Para México, el impacto de ese marco regulatorio no es opcional ni teórico. Más de 17,500 unidades transitan diariamente entre Baja California y California. La transición ya comenzó en 2025 para vehículos ligeros que cruzan esa frontera, y para 2027 los camiones pesados Clase 8 sin camarote deberán cumplir con la normativa californiana. Dicho de otra forma: México tiene una fecha límite impuesta desde el exterior, sin haber construido aún la infraestructura ni los incentivos para cumplirla.

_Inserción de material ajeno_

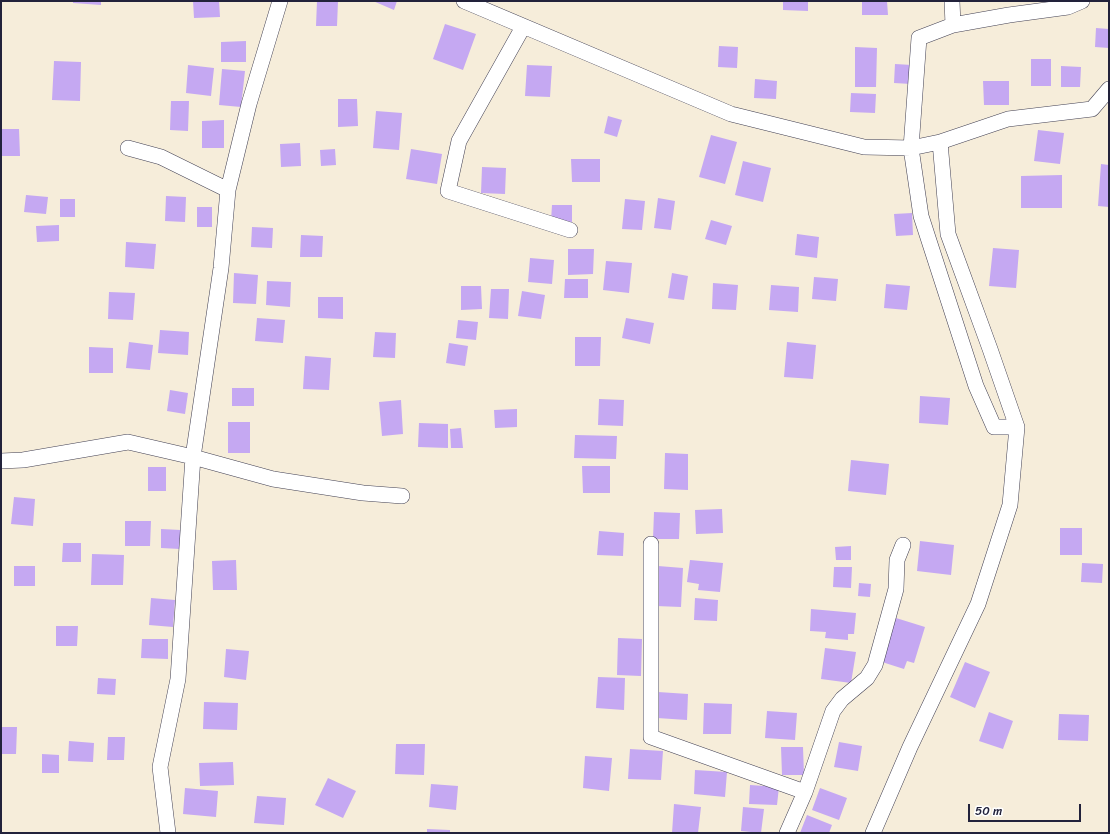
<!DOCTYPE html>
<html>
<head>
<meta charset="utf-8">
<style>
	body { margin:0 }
	#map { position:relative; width:1110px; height:834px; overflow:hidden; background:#f6edda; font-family:Sriracha,sans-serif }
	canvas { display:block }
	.frame { position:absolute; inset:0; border:2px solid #22223b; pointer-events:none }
	.scale { position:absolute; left:968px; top:804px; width:113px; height:18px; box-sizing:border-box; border:2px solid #22223b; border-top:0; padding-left:5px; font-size:12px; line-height:14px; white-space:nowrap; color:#22223b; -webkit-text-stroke:3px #fff; paint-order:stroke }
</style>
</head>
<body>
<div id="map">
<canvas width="1110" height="834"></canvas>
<div class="frame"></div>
<div class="scale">50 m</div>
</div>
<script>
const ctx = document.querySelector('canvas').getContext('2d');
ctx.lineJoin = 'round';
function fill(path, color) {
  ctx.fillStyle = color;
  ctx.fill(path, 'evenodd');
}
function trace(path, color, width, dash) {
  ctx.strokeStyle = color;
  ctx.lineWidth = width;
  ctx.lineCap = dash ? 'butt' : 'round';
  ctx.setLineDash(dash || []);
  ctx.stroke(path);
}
fill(new Path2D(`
	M73 1H101V5L73 3Z
	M193 1H219L220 17 194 18Z
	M317 1H338L337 26H316Z
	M373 1H397L394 10Z
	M783 1H808V11L783 10Z
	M862 1H887L888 15H862Z
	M445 24 476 34 463 70 433 59Z
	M1096 28 1109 29V48L1095 47Z
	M246 41V62H221V42Z
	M719 46 738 47 737 68 718 67Z
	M855 47 877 48 876 87H855Z
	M1031 59H1051V86H1031Z
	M54 61 81 62 80 101 52 100Z
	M895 64 912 65 911 84 894 83Z
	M188 65 214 68 211 96 186 93Z
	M527 65 552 66 550 97 525 96Z
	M1061 66 1081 67 1080 87H1061Z
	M222 69 245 71 241 107 219 105Z
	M755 79 777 81 776 99 754 98Z
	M983 81H1009V105H984Z
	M851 93 876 94 875 113 850 112Z
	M338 99H357L358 126 338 127Z
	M171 101H189L188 131 170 130Z
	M376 111 402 113 399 150 373 148Z
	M608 116 622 120 617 137 604 133Z
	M224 120V148H202V121Z
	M1 129H19L20 156H1Z
	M1038 130 1064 133 1060 164 1034 161Z
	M711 135 737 142 725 184 699 177Z
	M300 143 301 166 281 167 280 144Z
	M335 149 336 165 321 166 320 150Z
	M411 149 442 154 437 184 406 179Z
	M571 159H600V182H572Z
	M743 161 771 168 763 202 735 195Z
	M1101 164 1109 165V207L1098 206Z
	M482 167 506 168 505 194 481 193Z
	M1062 175V208H1021V176Z
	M26 195 48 197 46 214 24 212Z
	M166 196 186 197 185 222 165 221Z
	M658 198 675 201 671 230 654 228Z
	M60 199H75V217H60Z
	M625 199 645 201 642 230 622 229Z
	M552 205H572V222L551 221Z
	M197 207H212V227H197Z
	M912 213 913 235 896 236 894 214Z
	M711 220 732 226 726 245 705 239Z
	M59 225V241L37 242 36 226Z
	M252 227 273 228 272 248 251 247Z
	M797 234 819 237 817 258 795 255Z
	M301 235 323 236 322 257H300Z
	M126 242 156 244 154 269 125 267Z
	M993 248 1019 250 1016 288 989 286Z
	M568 249H594L593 274 568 275Z
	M530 258 554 260 552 284 528 282Z
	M606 261 632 263 629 293 603 290Z
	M234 273 258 275 256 304 233 303Z
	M672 273 688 276 684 300 668 298Z
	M814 277 838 279 836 301 812 299Z
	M565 279H588V298H564Z
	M267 281 291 282 290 307 266 305Z
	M713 283 738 285 736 310 712 309Z
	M886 284 910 286 907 310 884 308Z
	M771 285 799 287 798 312 769 310Z
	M461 286H481L482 309 461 310Z
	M491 289H509L508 319 489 318Z
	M522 291 545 295 541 319 518 316Z
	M109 292 135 293 133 320 108 319Z
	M318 297H343V319L318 318Z
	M257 318 285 320 283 343 255 341Z
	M626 318 654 323 650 344 622 338Z
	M458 320 478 322 476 340 456 338Z
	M160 330 189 332 188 355 158 353Z
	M375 332 396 333 395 358 373 357Z
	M575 337H601L600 366H575Z
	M129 342 153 345 150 370 126 368Z
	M787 342 816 345 813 379 784 377Z
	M449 343 468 346 465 366 446 363Z
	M89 347 113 348V373H89Z
	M305 356 331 358 329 390 303 389Z
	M232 388H254V406H232Z
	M170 390 188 393 185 414 167 411Z
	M920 396 950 398 948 425 919 423Z
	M599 399 624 400 623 426 598 425Z
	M401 400 403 434 382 436 379 402Z
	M517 409V427L495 428 494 410Z
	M228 422H250V453H228Z
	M419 423 448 424V448L418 447Z
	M461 428 463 448H451L450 429Z
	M575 435 617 436 616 459 574 458Z
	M665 453 688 454V490L664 489Z
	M851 460 889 464 886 495 848 491Z
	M582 466H610V493H583Z
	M148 467H166V491H148Z
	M14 497 35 499 33 526 11 524Z
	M722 509 723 533 696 534 695 510Z
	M654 512 680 513 679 539H653Z
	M125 521H151L150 546H125Z
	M1060 528H1082V555H1060Z
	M161 529 181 530 180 549 161 548Z
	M599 531 624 533 623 556 597 555Z
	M920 541 954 545 951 575 917 571Z
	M63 543H81V562H62Z
	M851 546V560H836L835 547Z
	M92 554 124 555 123 585H91Z
	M236 560 237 590H213L212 561Z
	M690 560 723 563 720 592 698 590 699 584 687 582Z
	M1082 563 1103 564 1102 583 1081 582Z
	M14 566H35V586H14Z
	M658 566 683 568 681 607 656 606Z
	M834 567H852L851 588 833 587Z
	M859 583 871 584 870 597 858 596Z
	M151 598 175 600 173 627 149 625Z
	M695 598 718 600 717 621 694 620Z
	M811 609 856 613 854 634H848V640L825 638 826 632 810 631Z
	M896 618 925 627 914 663 907 661 904 669 882 662Z
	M56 626H78L77 646H56Z
	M618 638 642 639 641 676 617 675Z
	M142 639H168V659L141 658Z
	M825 648 856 652 851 683 821 679Z
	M226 649 249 651 246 680 224 677Z
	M965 662 990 672 975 708 950 697Z
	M598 677 625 678 624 710 596 708Z
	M98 678 116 679 115 695 97 694Z
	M658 692 688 694 687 720 657 718Z
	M204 702 238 703 237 730 203 729Z
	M704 703 732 704 731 734H703Z
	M767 711 797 713 795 740 765 738Z
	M989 712 1013 721 1003 749 979 741Z
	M1059 714 1089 715 1088 741 1058 740Z
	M1 727H17L16 754H1Z
	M108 737H125L124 760H107Z
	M69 741 94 743 93 762 68 761Z
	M839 742 862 746 858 771 834 767Z
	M396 744H425L424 775 395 774Z
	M781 747H803L804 775H782Z
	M630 749 663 751 661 780 628 779Z
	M42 754 59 755V773H42Z
	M585 756 612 758 609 791 583 788Z
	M233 762 234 785 200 786 199 763Z
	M695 770 727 772 725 797 694 794Z
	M328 778 356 791 343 818 315 805Z
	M431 784 458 786 456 810 429 807Z
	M750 785 779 787 777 805 749 804Z
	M185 788 218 791 216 817 183 814Z
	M820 788 847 798 839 820 812 810Z
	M257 796 286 798 284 825 254 823Z
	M674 804 701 807 698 833H672Z
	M743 807 764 809 761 833 741 831Z
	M807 815 832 825 829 833H800Z
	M427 829 450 830V833H427Z`), '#c5a8f2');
const minor = new Path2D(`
	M464 1 731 114 864 147 911 148 940 142 1008 119 1092 109 1109 89
	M952 1 953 25
	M523 27 459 141 448 191 570 230
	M128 148 161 157 228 190
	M1017 427H994L976 386 921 216 911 148 919 38 953 25 1009 15 1068 7 1082 1
	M1 461 23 460 128 442 193 457 273 479 363 493 402 496
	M651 544V737L805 792
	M168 833 160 767 178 679 193 457 221 268 228 190 249 104 280 1
	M787 833 805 792 833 711 842 699 867 678 875 665 896 589 897 560 903 545
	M873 833 910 747 978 604 1010 505 1017 427 990 349 948 234 940 142`);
trace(minor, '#424053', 16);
trace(minor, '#fff', 15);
</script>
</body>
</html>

El contraste con Colombia es ilustrativo. Ese país logró avances concretos en la electrificación del transporte público urbano, pero la masificación en logística fue frenada por la ausencia de una red de carga robusta, estandarizada e interoperable: conectores incompatibles, planeación eléctrica deficiente y protocolos que nadie unificó. El resultado fue una tecnología viable atrapada por infraestructura insuficiente. México puede leer esa experiencia como una advertencia.
El piloto de VEMO intenta resolver exactamente ese cuello de botella. La VEMO Charging Network no replica el modelo californiano de subsidio masivo, los recursos públicos mexicanos no lo permiten, sino que busca demostrar, con datos operativos reales, que una red de carga privada y estratégicamente desplegada puede justificar la inversión y escalar. Establecer viabilidad en puntos controlados para desde ahí expandirse. La lógica es sensata. La pregunta es si el tiempo disponible alcanza.
Porque el verdadero reto no es tecnológico. La tecnología existe y mejora. El reto es sistémico: requiere que financiamiento, infraestructura y regulación avancen juntos. Sin incentivos que reduzcan la brecha de 270,000 dólares por unidad, sin corredores de carga que liberen las rutas largas y sin un marco regulatorio que anticipe los mandatos transfronterizos, el piloto de VEMO corre el riesgo de convertirse en lo que ningún experimento quiere ser: un éxito técnico que nadie puede replicar.
La electrificación del transporte de carga en México tiene todo para funcionar: innovación empresarial, casos de éxito documentados y una presión regulatoria que no va a ceder. Lo que falta no es voluntad tecnológica, sino velocidad institucional. El motor diésel tardó décadas en instalarse como estándar. La transición eléctrica no tiene ese lujo.